Je ne peux pas dire que dans le service du docteur Elkemer je m’éclatais, ça non. Mais à coté de ce que j’avais subi à l’extérieur en terme de boulot et de pointage, par comparaison c’était du cocooning. Certes le docteur Elkemer me prenait la tête, toutefois, à condition de ne pas le contrarier, j’obtenais de sa part à peu près ce que je voulais, de la compote de pomme bien sûr, des neuroleptiques cela va de soi, et systématiquement, mais surtout, c’était l’essentiel, la reconduction semaine après semaine, de mon hospitalisation dans sa chaîne TV, cool, super cool.
J’étais très sérieusement fêlé, aucun doute pour le freudo-lacanien, et mon état, qualifié de schizoïde à déconseiller aux enfants de moins de 16 ans, nécessitait un bourrage de crâne intensif.
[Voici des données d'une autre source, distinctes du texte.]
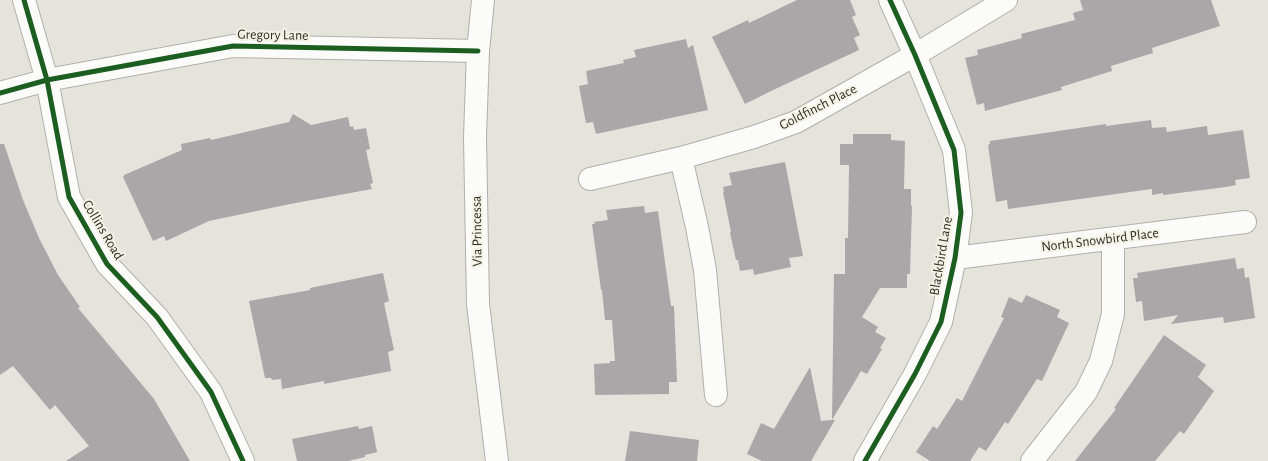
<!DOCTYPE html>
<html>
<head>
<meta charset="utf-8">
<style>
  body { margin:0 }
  canvas { display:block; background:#e4e3dc }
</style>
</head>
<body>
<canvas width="1268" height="461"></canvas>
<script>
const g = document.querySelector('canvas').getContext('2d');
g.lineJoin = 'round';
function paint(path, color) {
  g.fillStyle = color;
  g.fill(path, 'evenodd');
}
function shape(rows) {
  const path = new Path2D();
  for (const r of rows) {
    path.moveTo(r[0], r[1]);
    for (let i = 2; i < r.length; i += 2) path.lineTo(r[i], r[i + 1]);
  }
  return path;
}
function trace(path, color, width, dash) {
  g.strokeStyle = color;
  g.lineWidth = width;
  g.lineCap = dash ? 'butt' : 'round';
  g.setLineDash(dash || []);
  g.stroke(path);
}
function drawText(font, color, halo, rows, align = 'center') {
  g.font = font + ' "Alegreya Sans",sans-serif';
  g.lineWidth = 4;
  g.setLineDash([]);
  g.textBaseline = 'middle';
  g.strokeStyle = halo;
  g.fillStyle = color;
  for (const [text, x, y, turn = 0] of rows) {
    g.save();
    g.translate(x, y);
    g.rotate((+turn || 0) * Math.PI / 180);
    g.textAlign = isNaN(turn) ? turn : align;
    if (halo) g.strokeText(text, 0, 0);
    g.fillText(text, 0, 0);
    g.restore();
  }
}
const building = shape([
  [797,0,850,0,856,15,852,17,860,35,854,38,859,50,771,91,745,104,712,37,748,20,749,23],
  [1080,0,1211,0,1220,26,1152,48,1153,53,1111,66,1112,71,1061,87,1062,90,985,111,984,103,977,105,965,58,978,55,977,50,1022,38,1021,34,1075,20,1073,13,1083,10],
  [686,39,688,48,693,45,708,110,596,134,593,122,586,123,579,86,588,84,586,71,624,63,623,60,636,57,634,50],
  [293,114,311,125,348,117,350,127,353,126,354,130,366,128,370,149,366,150,373,183,370,184,372,189,290,204,209,221,166,241,164,236,153,241,123,177,124,176,124,175,182,150,181,144,210,138,211,140,289,122],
  [1151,120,1152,128,1166,127,1167,132,1207,126,1208,135,1243,130,1250,178,1235,180,1236,185,1226,187,1163,195,1163,193,1152,195,1152,189,1008,209,1007,200,996,202,988,145,990,144,990,141,1106,124,1106,126],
  [853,134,891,134,891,140,905,141,904,189,911,189,911,206,912,206,910,274,907,274,907,288,880,288,862,317,878,327,875,332,886,338,880,348,882,349,867,374,861,371,832,420,835,420,811,461,762,461,747,454,761,423,774,429,810,367,821,421,832,420,834,274,845,274,845,238,848,238,849,165,840,165,840,144,853,144],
  [0,144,4,144,23,200,39,238,58,275,80,307,78,308,154,399,190,461,66,461,89,446,55,405,50,410,13,366,0,375],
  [785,162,803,256,789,258,791,267,754,275,753,269,740,271,738,260,736,260,730,233,731,232,723,192,724,192,723,187,732,185,729,173],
  [644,206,645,213,658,211,671,306,674,306,677,382,669,382,669,394,595,395,594,364,610,363,610,361,615,361,612,320,605,320,602,290,601,290,592,224,595,224,594,222,608,220,606,210],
  [1235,258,1237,269,1244,268,1245,278,1249,277,1255,318,1224,323,1223,317,1171,324,1178,315,1144,321,1142,301,1136,302,1133,278,1138,278,1137,273],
  [383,273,389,301,384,303,394,350,388,352,391,371,324,384,324,381,282,389,281,379,272,380,271,378,265,378,249,301,310,290,310,288],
  [1026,295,1060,310,1057,317,1069,323,1042,381,1037,379,1008,424,1005,422,986,451,979,447,970,461,930,461,916,452,933,426,937,429,957,398,962,401,1004,318,1001,317,1009,297,1022,303],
  [1164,335,1206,365,1198,377,1214,391,1184,434,1180,431,1155,461,1075,461,1116,409,1114,408],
  [358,426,359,429,372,426,377,452,365,455,365,457,348,461,297,461,292,439],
  [630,431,699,440,697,461,625,461]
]);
const minor = shape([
  [24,0,47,80,69,197,107,264,157,317,211,392,243,461],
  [0,93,47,80,233,46,478,51],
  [681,158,697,227,705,270,716,395],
  [590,179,681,158,754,137,796,122,915,55,1006,0],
  [955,258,1245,222],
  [865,461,915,374,941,322,955,258,961,213,954,150,915,55,890,0],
  [1032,461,1086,392,1101,361,1113,314,1113,239]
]);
const tertiary = shape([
  [483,0,478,51,475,137,478,304,497,461]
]);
const cycleway = shape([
  [24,0,47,80,69,197,107,264,157,317,211,392,243,461],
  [0,93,47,80,233,46,478,51],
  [865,461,915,374,941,322,955,258,961,213,954,150,915,55,890,0]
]);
const streetNames = [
  ["Gregory Lane",273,35,1],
  ["Goldfinch Place",818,107,-27],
  ["Collins Road",103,230,59],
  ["Via Princessa",477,231,-91],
  ["North Snowbird Place",1100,240,-7],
  ["Blackbird Lane",941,256,-80]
];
paint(building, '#aaa7a9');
trace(minor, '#b1b0ab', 24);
trace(tertiary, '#b1b0ab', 24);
trace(minor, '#fbfbfa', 22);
trace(tertiary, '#fbfbfa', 22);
trace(cycleway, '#1b5e20', 5);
drawText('14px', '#2e2d28', '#f5f2e5', streetNames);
</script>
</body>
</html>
Mais alors, hein, pourquoi avait-on laissé ces gens entrer dans ma chambre et piquer ma télécommande ?
Mais alors pourquoi les avait-on autorisés à déferler sur l’hosto en pleine troisième guerre mondiale ? Il y avait dans la grille des programmes, une case médicale qui m’échappait.
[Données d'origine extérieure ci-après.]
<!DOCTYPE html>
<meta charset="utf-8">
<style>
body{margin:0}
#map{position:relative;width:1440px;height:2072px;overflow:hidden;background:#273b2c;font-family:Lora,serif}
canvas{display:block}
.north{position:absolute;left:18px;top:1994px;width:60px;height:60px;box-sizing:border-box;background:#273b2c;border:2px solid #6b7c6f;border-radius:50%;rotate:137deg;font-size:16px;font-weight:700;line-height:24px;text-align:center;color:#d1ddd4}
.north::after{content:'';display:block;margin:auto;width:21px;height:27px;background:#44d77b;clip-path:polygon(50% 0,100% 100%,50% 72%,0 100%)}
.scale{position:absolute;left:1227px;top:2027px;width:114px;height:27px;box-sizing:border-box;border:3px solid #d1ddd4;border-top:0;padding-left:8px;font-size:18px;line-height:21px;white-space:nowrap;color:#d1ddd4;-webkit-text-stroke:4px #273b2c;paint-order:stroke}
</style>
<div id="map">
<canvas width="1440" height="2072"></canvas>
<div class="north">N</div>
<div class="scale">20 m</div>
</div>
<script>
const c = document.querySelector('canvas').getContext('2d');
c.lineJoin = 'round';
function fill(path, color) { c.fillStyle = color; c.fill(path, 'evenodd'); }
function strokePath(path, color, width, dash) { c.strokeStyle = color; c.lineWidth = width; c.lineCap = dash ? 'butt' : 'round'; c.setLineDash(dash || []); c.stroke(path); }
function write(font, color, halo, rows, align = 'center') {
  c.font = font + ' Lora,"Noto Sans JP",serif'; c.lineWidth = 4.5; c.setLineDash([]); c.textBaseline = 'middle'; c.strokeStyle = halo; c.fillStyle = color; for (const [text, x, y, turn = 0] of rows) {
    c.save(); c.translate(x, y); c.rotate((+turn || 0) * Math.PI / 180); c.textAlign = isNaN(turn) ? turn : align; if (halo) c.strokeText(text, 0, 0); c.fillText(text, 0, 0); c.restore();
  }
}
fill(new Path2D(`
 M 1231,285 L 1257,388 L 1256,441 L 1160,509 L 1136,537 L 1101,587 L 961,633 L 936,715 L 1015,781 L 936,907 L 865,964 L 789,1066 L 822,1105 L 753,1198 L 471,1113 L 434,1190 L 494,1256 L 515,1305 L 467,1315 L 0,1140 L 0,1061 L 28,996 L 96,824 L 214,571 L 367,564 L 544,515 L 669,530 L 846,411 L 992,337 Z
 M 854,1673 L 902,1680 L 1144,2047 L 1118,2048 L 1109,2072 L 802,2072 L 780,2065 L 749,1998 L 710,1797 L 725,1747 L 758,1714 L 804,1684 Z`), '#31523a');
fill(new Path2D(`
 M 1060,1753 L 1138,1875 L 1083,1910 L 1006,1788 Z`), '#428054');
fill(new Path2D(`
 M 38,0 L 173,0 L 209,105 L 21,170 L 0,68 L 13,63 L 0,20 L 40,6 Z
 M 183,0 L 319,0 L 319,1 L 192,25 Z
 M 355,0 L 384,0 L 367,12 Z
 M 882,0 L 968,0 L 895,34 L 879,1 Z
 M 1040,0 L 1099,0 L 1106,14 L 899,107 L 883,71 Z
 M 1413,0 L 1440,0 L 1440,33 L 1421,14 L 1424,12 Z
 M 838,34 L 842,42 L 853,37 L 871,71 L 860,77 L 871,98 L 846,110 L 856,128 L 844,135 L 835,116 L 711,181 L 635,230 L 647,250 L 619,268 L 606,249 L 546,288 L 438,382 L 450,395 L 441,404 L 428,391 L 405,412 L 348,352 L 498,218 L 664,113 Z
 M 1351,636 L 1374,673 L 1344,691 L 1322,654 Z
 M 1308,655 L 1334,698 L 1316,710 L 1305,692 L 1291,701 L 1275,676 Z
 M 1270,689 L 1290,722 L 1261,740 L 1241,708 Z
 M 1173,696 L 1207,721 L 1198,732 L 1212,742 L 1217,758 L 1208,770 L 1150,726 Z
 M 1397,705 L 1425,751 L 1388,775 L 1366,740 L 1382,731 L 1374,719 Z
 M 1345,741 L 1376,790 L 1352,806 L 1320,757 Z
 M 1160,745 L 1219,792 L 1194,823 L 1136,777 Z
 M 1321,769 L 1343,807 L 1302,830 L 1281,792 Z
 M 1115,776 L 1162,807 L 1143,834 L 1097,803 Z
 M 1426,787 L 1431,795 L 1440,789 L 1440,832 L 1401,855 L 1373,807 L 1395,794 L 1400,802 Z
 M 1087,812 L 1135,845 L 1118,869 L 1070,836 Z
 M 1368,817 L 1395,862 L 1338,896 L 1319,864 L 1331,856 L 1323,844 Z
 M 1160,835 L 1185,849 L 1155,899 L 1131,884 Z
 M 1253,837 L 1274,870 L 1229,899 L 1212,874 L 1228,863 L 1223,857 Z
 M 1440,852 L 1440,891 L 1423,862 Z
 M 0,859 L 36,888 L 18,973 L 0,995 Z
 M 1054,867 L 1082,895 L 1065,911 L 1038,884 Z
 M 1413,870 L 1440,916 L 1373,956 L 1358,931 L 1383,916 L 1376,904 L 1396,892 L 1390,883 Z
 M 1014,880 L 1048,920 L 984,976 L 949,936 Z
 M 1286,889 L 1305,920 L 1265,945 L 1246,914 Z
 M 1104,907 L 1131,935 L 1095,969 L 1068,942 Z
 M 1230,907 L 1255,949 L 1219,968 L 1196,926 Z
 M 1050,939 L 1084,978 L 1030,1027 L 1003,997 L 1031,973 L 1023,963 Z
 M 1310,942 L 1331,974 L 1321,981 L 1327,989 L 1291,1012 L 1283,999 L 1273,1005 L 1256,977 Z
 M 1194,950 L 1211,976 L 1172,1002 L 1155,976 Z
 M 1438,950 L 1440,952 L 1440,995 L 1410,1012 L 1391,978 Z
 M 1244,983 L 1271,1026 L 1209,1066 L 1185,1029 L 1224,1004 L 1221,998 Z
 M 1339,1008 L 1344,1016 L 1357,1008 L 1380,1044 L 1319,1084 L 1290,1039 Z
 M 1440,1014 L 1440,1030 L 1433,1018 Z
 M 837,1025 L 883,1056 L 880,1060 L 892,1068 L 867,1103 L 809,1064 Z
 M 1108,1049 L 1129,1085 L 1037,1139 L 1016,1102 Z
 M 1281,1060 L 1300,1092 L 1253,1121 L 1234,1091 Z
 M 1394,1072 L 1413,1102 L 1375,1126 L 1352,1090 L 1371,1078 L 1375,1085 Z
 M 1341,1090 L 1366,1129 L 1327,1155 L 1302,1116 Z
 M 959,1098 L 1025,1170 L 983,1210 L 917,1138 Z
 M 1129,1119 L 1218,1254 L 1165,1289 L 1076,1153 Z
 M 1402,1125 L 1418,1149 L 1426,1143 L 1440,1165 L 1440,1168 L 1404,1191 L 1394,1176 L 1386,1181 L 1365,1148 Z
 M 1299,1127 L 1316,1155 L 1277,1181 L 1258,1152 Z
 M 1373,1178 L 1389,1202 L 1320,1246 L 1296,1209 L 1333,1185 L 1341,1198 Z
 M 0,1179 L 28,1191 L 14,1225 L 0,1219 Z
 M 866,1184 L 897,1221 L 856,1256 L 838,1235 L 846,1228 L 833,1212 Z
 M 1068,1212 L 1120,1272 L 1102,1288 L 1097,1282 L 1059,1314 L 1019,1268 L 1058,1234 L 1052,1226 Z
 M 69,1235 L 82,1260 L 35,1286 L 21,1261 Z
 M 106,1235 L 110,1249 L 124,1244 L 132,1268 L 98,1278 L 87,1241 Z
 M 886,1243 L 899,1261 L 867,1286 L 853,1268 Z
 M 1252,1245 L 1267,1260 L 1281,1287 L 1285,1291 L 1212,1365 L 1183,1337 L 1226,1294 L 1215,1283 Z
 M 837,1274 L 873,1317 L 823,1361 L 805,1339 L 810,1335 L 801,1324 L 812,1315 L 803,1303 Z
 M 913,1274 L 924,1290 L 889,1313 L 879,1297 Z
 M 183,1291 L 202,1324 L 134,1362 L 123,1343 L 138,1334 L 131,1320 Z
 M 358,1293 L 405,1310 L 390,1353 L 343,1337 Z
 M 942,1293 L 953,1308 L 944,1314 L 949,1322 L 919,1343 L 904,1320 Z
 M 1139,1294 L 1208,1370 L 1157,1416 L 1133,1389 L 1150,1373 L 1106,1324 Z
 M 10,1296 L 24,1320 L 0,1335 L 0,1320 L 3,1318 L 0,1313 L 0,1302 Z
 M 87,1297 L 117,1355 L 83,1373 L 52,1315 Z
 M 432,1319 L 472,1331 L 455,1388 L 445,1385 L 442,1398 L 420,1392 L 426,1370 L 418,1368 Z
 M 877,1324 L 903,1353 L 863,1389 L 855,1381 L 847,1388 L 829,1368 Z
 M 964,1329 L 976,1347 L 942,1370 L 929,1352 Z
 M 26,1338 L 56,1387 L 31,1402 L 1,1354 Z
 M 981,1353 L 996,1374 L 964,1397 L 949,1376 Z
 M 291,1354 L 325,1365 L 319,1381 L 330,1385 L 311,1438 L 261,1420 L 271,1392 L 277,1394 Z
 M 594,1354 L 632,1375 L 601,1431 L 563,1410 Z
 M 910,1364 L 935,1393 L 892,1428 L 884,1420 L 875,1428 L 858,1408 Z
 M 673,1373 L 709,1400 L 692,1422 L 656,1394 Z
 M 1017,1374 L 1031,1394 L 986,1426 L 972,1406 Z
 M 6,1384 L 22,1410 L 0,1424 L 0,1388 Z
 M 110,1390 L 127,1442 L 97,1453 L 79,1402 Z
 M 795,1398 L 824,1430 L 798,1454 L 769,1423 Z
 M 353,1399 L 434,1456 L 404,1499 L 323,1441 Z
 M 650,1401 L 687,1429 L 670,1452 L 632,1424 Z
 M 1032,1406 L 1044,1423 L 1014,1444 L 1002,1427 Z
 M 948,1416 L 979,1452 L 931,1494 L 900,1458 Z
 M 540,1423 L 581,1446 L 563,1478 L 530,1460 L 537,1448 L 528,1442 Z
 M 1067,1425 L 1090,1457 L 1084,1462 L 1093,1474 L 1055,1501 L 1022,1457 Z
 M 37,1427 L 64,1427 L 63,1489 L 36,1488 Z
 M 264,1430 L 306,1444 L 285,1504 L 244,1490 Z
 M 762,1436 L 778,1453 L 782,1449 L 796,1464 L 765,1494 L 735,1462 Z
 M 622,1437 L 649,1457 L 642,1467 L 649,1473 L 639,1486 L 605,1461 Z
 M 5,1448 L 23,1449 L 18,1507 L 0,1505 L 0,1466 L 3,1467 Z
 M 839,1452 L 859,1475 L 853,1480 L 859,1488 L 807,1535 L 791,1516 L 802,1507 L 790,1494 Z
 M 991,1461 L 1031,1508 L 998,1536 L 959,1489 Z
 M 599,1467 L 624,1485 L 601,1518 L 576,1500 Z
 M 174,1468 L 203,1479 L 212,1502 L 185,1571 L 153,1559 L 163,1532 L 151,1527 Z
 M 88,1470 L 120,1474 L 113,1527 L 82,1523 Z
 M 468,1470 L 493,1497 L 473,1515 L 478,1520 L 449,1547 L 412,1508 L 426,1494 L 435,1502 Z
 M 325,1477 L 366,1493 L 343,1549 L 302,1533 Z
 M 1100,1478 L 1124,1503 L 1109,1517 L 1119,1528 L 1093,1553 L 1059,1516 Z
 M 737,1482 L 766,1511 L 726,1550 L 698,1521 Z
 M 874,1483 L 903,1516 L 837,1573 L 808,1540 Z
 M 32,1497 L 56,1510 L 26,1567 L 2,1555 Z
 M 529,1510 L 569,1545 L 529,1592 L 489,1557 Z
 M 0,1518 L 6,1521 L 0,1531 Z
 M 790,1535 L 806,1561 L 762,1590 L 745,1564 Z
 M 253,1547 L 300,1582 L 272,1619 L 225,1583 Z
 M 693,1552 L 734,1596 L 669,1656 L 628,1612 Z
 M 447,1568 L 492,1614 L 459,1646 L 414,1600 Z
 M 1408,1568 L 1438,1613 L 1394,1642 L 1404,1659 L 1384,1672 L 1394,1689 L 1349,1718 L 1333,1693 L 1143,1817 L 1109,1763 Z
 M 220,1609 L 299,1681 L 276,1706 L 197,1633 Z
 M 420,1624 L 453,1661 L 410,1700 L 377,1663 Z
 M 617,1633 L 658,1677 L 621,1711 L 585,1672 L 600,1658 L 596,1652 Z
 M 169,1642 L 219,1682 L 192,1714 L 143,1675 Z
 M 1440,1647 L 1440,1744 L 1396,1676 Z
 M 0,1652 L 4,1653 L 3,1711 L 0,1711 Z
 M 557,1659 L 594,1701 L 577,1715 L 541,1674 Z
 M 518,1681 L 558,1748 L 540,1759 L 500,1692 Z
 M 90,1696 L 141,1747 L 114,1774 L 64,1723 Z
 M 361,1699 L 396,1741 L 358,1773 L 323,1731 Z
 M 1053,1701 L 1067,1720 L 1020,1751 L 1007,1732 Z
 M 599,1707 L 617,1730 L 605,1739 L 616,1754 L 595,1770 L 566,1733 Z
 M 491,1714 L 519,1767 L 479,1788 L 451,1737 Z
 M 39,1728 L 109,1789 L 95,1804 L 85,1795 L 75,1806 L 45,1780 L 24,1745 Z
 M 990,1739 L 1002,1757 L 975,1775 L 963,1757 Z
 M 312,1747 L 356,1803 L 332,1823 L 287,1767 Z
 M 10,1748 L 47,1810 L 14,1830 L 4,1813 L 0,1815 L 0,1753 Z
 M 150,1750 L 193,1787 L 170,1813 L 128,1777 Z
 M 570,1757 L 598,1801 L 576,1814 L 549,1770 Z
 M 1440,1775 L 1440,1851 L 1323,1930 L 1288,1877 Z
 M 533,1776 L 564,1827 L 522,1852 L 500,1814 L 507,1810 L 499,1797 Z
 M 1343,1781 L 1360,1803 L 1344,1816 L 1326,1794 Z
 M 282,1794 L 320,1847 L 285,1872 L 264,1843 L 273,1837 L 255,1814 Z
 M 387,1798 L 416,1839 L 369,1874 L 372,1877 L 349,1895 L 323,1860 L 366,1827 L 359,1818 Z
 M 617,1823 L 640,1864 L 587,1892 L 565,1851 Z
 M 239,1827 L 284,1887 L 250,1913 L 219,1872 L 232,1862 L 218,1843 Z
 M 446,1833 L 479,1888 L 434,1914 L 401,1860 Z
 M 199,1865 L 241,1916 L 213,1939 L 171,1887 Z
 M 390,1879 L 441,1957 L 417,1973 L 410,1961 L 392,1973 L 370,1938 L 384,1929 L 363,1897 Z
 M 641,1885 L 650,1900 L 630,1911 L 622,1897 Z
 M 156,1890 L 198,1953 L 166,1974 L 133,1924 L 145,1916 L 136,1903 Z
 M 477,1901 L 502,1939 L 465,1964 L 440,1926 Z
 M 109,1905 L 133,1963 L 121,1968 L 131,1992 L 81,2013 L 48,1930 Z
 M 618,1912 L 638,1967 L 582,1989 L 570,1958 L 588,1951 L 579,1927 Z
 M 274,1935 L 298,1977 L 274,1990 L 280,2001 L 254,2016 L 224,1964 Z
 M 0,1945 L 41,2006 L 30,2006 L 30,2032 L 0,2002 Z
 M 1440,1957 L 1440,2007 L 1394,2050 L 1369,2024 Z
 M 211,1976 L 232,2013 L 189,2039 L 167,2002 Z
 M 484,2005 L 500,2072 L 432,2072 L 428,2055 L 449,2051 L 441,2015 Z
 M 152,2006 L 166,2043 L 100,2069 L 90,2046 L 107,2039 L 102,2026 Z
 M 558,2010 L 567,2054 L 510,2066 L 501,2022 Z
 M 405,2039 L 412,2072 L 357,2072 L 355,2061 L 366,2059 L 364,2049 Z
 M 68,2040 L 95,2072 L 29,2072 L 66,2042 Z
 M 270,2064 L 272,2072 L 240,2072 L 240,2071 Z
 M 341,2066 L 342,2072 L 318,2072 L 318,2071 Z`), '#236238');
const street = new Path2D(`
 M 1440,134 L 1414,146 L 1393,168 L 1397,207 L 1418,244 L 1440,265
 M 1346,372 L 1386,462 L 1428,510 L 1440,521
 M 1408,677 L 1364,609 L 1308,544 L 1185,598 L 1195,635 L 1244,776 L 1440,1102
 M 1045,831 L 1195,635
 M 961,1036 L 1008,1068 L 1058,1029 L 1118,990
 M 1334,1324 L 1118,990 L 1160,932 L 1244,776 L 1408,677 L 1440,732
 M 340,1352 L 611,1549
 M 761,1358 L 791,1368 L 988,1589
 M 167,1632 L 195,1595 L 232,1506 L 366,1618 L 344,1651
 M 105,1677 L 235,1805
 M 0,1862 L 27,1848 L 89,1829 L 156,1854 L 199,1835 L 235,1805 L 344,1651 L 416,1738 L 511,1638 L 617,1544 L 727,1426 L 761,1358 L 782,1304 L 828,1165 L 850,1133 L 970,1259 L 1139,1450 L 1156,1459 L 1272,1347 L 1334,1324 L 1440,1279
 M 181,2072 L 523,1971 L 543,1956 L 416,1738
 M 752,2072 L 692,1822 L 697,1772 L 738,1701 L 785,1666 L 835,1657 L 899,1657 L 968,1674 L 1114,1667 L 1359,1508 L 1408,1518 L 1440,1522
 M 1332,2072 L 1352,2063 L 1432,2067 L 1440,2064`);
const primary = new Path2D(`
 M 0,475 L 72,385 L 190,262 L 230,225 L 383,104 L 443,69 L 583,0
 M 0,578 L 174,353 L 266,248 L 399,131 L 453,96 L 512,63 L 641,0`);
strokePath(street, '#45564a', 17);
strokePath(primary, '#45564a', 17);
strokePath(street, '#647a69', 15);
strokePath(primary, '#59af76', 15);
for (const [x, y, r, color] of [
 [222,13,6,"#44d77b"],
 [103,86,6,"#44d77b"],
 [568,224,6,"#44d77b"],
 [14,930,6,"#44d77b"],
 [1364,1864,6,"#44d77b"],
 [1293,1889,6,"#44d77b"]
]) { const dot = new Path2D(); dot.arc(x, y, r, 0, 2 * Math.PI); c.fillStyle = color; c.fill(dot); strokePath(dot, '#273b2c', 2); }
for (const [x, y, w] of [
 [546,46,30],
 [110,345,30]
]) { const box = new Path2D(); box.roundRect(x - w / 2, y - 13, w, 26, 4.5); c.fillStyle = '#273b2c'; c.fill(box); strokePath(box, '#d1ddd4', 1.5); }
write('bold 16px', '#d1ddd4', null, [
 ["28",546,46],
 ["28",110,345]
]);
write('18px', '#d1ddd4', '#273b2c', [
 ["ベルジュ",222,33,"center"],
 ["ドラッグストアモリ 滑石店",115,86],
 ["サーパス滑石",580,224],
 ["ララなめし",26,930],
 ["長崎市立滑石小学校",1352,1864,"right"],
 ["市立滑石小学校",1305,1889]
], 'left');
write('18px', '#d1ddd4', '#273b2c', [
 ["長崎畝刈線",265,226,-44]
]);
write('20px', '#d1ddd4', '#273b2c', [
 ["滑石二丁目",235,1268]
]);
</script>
S’agissait-il d’organiser un choc thérapeutique visant à me remettre les pendules à l’heure ?
Voulait-on tester sur moi la dernière drogue hallucinogène du Pentagone ?
Ou le dernier bouquet satellite placé sur orbite par les Japonais ?
Qu’est-ce que cette visite surprise pouvait vouloir dire ?
Etait-ce une manœuvre visant à s’emparer des revues érotiques sous mon lit et à les exhiber en public ?
Quelle heure était-il ? Qu’est-ce que j’allais raconter exactement ? Mystère et boule de gomme.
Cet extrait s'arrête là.